**WHAT THE TASK ASKS:**
Filter the entries below, keeping only lines with the word "Annotate".

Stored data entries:

↓↓↓

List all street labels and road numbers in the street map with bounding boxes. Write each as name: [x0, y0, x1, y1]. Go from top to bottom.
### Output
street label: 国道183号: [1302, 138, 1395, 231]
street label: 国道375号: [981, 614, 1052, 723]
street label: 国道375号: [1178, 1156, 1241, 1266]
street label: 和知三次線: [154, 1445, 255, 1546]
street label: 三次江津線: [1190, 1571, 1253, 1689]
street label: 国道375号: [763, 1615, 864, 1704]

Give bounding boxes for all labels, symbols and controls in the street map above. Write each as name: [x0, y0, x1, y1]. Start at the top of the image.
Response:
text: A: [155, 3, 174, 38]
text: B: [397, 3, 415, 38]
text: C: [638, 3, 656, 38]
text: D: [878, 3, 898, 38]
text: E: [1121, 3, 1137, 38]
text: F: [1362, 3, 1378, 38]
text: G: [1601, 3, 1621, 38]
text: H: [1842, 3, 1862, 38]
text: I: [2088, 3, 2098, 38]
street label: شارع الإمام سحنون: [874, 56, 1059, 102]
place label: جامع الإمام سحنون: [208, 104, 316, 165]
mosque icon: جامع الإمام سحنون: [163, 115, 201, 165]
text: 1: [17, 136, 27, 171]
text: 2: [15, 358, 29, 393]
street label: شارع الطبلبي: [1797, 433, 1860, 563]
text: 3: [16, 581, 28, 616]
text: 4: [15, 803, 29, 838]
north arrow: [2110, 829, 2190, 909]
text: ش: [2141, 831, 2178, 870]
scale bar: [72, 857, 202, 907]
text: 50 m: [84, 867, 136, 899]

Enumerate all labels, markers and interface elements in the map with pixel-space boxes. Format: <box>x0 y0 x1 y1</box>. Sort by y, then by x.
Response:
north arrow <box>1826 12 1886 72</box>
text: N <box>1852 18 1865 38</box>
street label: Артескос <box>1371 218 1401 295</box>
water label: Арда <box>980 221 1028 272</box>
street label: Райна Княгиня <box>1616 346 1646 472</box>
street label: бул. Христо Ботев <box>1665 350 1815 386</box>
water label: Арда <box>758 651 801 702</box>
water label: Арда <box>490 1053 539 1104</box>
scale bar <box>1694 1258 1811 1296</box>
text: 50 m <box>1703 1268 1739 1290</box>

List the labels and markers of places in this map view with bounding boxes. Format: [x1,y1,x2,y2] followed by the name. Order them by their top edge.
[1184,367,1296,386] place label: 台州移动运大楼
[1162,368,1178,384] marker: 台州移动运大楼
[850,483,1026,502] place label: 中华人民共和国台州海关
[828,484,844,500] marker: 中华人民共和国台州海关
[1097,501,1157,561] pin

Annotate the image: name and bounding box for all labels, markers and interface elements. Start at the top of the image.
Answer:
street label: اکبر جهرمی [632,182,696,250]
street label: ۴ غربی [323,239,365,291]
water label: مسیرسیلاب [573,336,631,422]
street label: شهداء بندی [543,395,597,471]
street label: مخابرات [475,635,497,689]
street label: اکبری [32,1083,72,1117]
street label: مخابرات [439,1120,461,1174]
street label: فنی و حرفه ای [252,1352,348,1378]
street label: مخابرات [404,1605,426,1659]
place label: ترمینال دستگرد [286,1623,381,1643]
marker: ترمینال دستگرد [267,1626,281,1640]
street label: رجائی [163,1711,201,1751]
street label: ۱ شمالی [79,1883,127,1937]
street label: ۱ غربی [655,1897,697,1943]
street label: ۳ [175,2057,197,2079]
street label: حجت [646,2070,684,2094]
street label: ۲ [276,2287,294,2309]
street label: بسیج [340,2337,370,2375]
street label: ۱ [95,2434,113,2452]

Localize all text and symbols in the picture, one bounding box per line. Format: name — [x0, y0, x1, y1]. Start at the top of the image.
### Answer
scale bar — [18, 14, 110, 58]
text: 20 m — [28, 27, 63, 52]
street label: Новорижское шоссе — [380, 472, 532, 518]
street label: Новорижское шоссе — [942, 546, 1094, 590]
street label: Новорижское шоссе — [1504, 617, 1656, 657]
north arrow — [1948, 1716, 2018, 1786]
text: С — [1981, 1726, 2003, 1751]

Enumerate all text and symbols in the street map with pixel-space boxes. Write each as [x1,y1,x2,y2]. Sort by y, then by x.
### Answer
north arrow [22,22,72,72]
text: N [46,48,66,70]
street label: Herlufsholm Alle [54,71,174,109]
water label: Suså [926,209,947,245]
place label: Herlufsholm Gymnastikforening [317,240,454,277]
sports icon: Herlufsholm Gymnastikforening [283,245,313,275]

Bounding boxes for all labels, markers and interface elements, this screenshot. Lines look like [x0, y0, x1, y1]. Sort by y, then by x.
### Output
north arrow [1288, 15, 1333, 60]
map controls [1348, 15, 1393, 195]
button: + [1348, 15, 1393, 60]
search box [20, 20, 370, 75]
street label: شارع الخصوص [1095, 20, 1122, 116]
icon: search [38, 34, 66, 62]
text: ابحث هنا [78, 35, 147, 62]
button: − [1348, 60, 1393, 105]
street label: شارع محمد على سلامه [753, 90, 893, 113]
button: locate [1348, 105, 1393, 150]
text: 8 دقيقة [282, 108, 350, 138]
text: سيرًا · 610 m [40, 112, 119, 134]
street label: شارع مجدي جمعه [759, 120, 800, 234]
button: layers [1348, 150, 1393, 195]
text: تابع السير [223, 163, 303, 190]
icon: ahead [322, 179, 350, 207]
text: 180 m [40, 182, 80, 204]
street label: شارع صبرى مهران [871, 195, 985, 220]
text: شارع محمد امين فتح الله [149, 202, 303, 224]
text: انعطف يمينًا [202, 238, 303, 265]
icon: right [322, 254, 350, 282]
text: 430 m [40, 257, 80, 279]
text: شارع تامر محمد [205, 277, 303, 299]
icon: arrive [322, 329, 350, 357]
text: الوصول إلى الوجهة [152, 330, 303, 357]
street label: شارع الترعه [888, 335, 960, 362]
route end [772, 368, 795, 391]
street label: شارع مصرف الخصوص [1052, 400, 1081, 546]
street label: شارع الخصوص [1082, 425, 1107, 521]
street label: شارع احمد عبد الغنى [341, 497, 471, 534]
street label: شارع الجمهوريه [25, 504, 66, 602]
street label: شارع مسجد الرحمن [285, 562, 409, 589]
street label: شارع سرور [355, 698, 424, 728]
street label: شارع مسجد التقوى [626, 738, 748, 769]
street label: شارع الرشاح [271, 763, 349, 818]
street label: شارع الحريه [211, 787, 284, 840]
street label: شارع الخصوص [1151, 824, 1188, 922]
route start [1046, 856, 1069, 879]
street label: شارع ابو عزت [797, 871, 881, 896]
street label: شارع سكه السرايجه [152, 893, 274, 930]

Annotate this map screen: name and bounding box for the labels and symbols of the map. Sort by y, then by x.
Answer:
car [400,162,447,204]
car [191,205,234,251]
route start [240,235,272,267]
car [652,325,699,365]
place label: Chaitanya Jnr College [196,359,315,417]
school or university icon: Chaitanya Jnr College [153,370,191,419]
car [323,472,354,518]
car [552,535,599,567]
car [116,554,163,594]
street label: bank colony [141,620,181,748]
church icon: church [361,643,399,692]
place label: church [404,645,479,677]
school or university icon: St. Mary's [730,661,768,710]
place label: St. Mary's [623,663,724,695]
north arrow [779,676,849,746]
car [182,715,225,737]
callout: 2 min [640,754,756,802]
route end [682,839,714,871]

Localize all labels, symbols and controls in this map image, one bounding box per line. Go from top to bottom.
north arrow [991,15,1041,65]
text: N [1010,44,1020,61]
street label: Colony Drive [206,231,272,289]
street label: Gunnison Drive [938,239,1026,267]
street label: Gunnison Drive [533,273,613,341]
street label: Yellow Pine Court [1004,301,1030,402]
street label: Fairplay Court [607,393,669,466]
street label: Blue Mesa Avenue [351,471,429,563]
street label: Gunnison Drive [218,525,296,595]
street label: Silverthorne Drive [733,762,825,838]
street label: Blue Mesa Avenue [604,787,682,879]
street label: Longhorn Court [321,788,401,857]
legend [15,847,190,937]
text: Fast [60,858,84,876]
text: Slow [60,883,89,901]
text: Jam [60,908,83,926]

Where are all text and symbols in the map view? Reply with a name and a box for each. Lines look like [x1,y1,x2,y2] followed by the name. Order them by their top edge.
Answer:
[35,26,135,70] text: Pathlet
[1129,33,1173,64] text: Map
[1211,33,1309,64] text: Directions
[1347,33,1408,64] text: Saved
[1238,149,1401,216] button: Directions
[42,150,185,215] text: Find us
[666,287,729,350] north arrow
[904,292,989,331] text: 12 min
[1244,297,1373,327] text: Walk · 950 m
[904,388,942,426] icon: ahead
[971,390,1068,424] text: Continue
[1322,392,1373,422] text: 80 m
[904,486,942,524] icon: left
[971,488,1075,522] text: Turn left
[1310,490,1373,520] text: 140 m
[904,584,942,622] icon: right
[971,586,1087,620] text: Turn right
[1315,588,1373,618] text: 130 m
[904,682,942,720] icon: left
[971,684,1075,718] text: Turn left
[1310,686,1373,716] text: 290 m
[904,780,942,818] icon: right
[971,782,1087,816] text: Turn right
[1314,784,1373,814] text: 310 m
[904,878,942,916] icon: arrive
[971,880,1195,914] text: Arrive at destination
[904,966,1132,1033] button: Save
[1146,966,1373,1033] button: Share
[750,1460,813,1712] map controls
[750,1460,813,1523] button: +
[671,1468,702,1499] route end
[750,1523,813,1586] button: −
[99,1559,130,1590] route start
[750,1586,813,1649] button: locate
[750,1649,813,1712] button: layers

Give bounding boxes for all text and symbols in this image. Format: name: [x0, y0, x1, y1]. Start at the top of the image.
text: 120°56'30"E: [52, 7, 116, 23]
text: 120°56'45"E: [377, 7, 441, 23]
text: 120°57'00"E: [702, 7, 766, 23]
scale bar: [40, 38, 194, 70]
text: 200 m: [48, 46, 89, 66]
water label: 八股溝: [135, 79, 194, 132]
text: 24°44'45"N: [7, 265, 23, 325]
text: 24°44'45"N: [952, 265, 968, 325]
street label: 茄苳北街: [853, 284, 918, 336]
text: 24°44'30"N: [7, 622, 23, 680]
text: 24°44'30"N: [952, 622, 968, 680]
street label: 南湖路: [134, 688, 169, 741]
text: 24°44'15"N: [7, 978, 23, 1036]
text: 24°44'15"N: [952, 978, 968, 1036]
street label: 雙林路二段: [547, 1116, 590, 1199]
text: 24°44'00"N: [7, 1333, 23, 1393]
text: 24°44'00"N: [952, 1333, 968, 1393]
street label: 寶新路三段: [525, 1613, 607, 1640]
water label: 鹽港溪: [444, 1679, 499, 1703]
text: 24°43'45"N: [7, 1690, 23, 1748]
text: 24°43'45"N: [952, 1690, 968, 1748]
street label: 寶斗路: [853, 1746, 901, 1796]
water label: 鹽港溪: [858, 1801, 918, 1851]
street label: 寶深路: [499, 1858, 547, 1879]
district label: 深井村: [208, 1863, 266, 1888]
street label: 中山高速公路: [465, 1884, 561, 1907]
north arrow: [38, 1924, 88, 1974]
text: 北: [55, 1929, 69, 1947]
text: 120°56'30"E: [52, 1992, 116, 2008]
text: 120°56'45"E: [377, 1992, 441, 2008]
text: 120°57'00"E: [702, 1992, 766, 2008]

↑↑↑

**ANSWER:**
Annotate the image: name and bounding box for all labels, markers and interface elements. Start at the top of the image.
Annotate this map screen: name and bounding box for the labels and symbols of the map. Sort by y, then by x.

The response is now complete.